Pequenos grandes homens


Nesses monarcas potenciais, poder e solidão reforçam-se mutuamente

SÃO HOMENS solitários e cheios de poder...
Esses homens cujo supremo querer concentra, reflete ou explora os demais menores prazeres da maioria dos outros iguais.
De longe podem ser considerados normais, mas são homens ligados demais à terra de onde brotaram, nasceram e foram arrancados para vencer.
Lavados e ungidos para aparecer, são guindados ao estrelato por urnas de votação e comerciais de televisão, levados à administração direta dos interesses mais contraditórios.
Em seus múltiplos lados opostos são meros empregados dos patrões que lhes pagaram as eleições ou representantes dos pesadelos e anseios das multidões, comportando-se como pregadores empedernidos, atletas republicanos ou místicos cheios de planos, fornidos por compêndios de auto-ajuda e seduzindo-se com a ira dos deuses que juraram abjurar em nome dos cidadãos que almejam governar, parasitar ou destruir.
São, ainda assim, homens educados nas artes do poder solidário pelas vias esquisitas dessa democracia de baixos salários que ajudamos a constituir, por constituições que podem não ser desastrosas, mas são sim monstruosas aberrações jurídicas e muito judiciosamente preparadas pelos que legislam no conluio de permanecer no poder.

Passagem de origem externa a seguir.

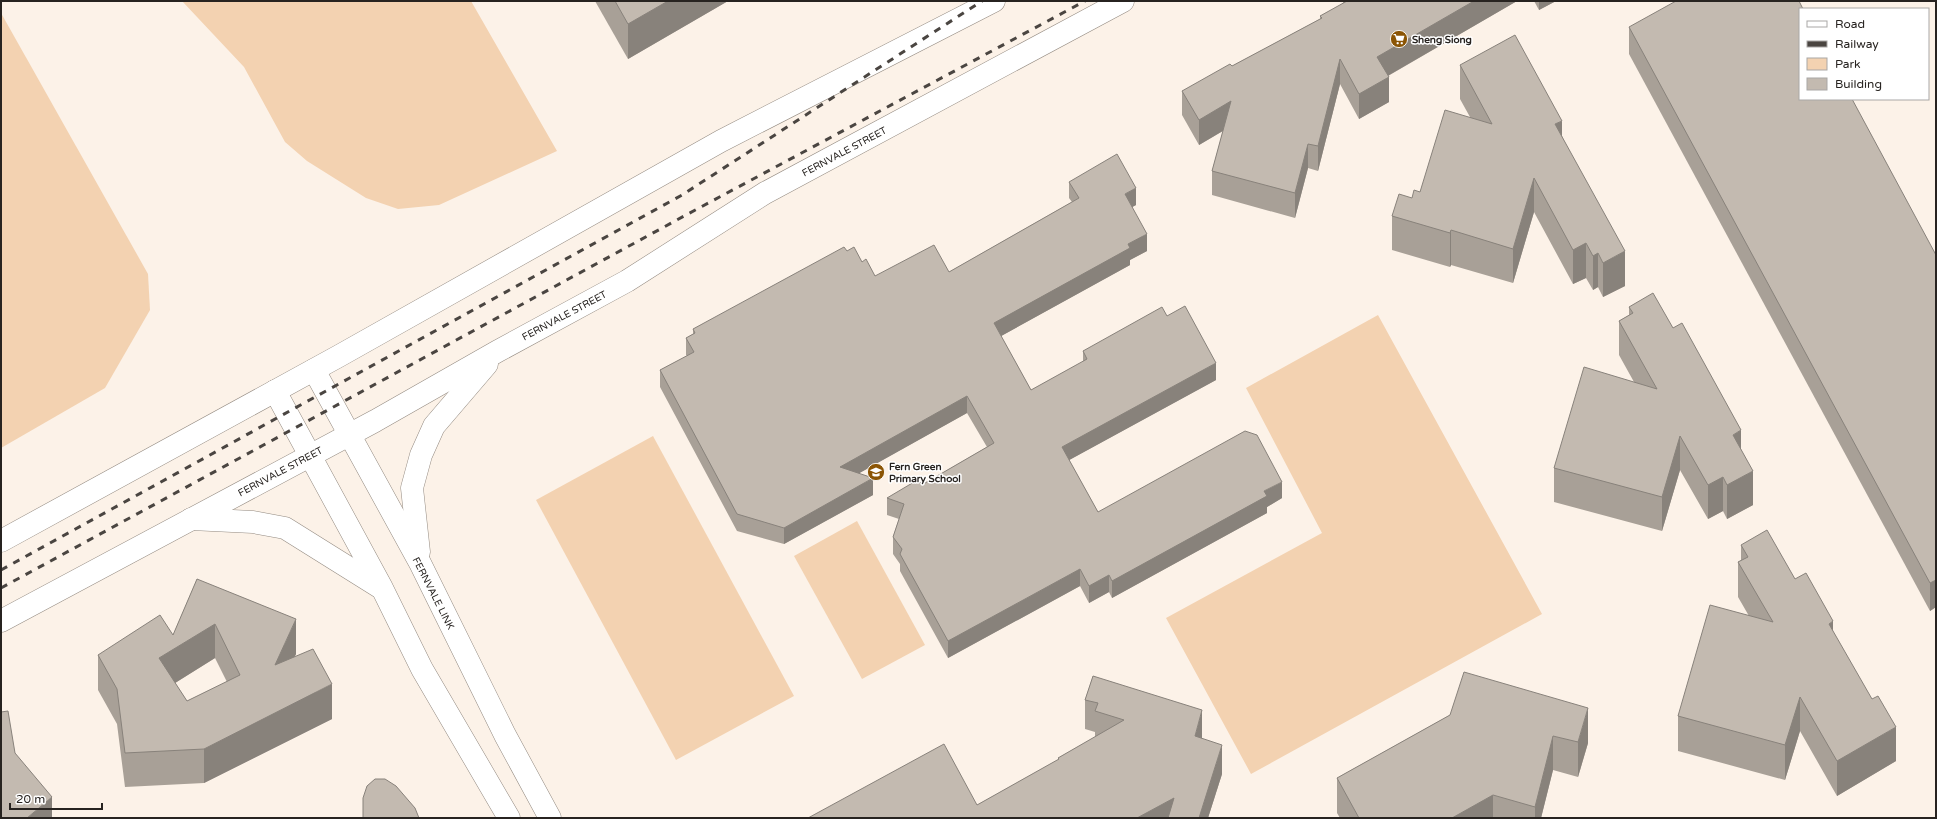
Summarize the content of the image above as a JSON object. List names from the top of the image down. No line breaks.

Acontece que nesses monarcas potenciais, poder e solidão reforçam-se mutuamente em fricções de cunhos genitais, como tensões pré-menstruais, que explodem nos contatos populares.
São líderes seculares e passionais como heróis épicos e marginais patéticos como todos os boçais que se afeiçoam à autoridade delegada.
Estão então, por força dessa devoção, ou servidão, presos às letras das leis que viabilizaram suas candidaturas e legislaturas, o que não significa que não tenham lá os seus sonhos senhoriais, em que reinam como generais de ditaduras, essas épocas que todos odiamos e ao mesmo destempero sentimos falta, como se um estuprador romano afagasse e afogasse nosso desencanto de escravos.
Mas aqui não se trata de seres banais!
Tratamos é desses homens de inspirações geniais, venenosas ou simplesmente venais, que também são seus defeitos morais congênitos e cuja mistura, boa ou má, dependerá da trajetória que pretendem traçar, desfazer ou recontar.
Arrivistas de palavras arrebatadas, suas favas descontadas precisam ser tomadas com certo duplo sentido, já que são seres errantes entre a poesia, a prosa vazia e as piadas desgraçadas dessas coisas peripatéticas da política.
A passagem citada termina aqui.